MDR - Comprehensive Reverse/Versa Dial Ti Glenosphere

NCT ID: NCT04003272

Last Updated: 2025-06-18

Basic Information

• Recruitment Status: ENROLLING_BY_INVITATION
• Total Enrollment: 59 participants
• Study Classification: OBSERVATIONAL
• Study Start Date: 2019-10-28
• Study Completion Date: 2035-09-01

Brief Summary

The objective of this retrospective/prospective consecutives series PMCF study is to collect data confirming safety, performance and clinical benefits of the Comprehensive Versa-Dial Reverse Ti Glenosphere when used for primary total shoulder arthroplasty (implants and instrumentation) at a 1,2,3,5,7, and 10- year follow-up* to meet EU Medical Device and other Regulatory Requirements for Post-Market Surveillance. Because Comprehensive Versa-Dial Reverse Ti Glenospheres have only been on the market since 2009, a prospective aspect to the study will be utilized as well to collect long-term data.

*The most recent available data will be used. If any of the listed time points are not available, data will be used from last available time point and follow-up will move forward at the closest available time point.

Detailed Description

The objective of this retrospective/prospective consecutives series PMCF study is to collect data confirming safety, performance and clinical benefits of the Comprehensive Versa-Dial Reverse Ti Glenosphere when used for primary total shoulder arthroplasty (implants and instrumentation) at a 1,2,3,5,7, and 10- year follow-up* to meet EU Medical Device and other Regulatory Requirements for Post-Market Surveillance.

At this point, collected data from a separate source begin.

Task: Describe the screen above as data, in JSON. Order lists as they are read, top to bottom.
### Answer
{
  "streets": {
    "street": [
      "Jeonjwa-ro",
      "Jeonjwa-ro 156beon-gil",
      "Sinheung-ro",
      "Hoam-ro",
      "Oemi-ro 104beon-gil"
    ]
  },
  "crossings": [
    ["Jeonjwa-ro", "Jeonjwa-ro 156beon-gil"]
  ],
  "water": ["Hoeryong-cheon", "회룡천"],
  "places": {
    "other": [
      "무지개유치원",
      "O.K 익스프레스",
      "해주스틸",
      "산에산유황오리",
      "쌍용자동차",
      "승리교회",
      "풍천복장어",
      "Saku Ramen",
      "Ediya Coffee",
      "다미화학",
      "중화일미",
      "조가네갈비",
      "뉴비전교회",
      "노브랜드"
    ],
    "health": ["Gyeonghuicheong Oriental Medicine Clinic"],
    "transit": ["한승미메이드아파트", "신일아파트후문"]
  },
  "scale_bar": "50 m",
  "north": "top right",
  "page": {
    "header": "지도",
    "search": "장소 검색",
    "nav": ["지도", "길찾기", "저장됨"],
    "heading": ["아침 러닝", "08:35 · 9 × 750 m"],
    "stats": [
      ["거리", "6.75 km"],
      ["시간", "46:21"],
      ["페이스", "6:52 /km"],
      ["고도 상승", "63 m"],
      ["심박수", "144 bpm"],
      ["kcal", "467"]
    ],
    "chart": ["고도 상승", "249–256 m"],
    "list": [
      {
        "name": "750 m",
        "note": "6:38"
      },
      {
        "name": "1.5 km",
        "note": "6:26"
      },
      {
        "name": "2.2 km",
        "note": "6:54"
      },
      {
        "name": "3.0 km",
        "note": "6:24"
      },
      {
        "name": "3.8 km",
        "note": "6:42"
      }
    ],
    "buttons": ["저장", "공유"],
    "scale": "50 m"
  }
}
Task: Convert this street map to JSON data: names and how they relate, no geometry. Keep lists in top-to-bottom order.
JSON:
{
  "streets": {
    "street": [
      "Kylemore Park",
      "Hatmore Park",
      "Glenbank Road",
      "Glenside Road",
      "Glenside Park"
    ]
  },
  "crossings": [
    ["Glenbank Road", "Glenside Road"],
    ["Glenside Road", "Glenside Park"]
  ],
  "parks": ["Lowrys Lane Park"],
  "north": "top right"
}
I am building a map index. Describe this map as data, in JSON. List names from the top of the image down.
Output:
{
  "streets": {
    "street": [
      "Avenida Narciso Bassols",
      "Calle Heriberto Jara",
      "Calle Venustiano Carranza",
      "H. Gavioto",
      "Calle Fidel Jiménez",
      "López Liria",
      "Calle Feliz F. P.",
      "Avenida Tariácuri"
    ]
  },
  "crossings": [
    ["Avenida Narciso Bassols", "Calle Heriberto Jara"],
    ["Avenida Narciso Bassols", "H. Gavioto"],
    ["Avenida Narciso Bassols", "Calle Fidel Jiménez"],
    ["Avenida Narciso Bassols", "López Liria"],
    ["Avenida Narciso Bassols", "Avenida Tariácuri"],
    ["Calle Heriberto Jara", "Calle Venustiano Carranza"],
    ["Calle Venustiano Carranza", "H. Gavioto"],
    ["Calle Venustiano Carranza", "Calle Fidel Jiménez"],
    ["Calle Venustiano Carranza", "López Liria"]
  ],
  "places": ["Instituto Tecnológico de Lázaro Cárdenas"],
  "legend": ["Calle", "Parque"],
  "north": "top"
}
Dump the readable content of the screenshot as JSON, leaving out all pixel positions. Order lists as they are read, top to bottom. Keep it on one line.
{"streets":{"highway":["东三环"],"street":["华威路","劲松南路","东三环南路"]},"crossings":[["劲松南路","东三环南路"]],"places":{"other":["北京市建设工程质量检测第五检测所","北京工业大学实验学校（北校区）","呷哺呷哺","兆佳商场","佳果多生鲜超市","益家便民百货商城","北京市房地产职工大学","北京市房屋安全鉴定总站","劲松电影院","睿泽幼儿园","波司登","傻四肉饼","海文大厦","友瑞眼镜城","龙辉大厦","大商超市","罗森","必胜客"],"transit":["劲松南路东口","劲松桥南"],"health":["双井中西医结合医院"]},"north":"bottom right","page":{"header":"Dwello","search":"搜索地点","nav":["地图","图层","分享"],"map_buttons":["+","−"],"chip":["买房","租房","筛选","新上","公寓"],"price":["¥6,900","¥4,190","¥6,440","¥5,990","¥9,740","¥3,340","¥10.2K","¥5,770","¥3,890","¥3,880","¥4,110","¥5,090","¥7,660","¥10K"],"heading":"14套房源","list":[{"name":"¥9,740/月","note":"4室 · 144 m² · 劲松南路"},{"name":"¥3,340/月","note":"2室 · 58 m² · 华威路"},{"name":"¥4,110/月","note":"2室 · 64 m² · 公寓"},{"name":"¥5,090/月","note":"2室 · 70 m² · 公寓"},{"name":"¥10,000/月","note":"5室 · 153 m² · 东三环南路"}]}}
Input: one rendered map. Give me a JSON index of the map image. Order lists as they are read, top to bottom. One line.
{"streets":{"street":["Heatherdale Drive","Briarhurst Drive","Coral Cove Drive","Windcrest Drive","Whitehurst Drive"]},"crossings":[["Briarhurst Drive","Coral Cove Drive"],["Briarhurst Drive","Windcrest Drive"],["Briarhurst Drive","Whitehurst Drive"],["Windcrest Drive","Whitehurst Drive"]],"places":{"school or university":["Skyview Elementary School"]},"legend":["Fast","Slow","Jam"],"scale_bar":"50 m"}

Because Comprehensive Versa-Dial Reverse Ti Glenospheres have only been on the market since 2009, a prospective aspect to the study will be utilized as well to collect long-term data.

The primary objective is the assessment of safety by analyzing implant survivorship. This will be established by recording the incidence and frequency of revisions, complications and adverse events. Relation of the events to either implant or instrumentation should be specified.

The secondary objective is the assessment of performance and clinical benefits by recording patient-reported clinical outcomes measures (PROMs).

*The most recent available data will be used. If any of the listed time points are not available, data will be used from last available time point and follow-up will move forward at the closest available time point.

Conditions

Shoulder Pain; Shoulder Injuries; Shoulder Fractures; Shoulder Arthritis; Shoulder Disease

Study Design

• Observational Model Type: COHORT
• Study Time Perspective: PROSPECTIVE

Study Groups

Comprehensive Reverse Versa-Dial Titanium Glenosphere

Patients who have an allergy to typical cobalt chrome or other metal allergies had surgery to repair shoulder malfunction/disease.

Comprehensive Reverse Versa-Dial Titanium Glenosphere

Intervention Type: DEVICE

Implant used for patients with allergy to typical device material metals to repair shoulder malfunction/disease.

Interventions

Comprehensive Reverse Versa-Dial Titanium Glenosphere

Implant used for patients with allergy to typical device material metals to repair shoulder malfunction/disease.

Intervention Type: DEVICE

Eligibility Criteria

Inclusion Criteria

• Biomet Comprehensive Reverse Shoulder products are indicated for use in patients whose shoulder joint has a grossly deficient rotator cuff with severe arthropathy and/or previously failed shoulder joint replacement with a grossly deficient rotator cuff. The patient must be anatomically and structurally suited to receive the implants and a functional deltoid muscle is necessary.

The Comprehensive Reverse Shoulder is indicated for primary, fracture, or revision total shoulder replacement for the relief of pain and significant disability due to gross rotator cuff deficiency.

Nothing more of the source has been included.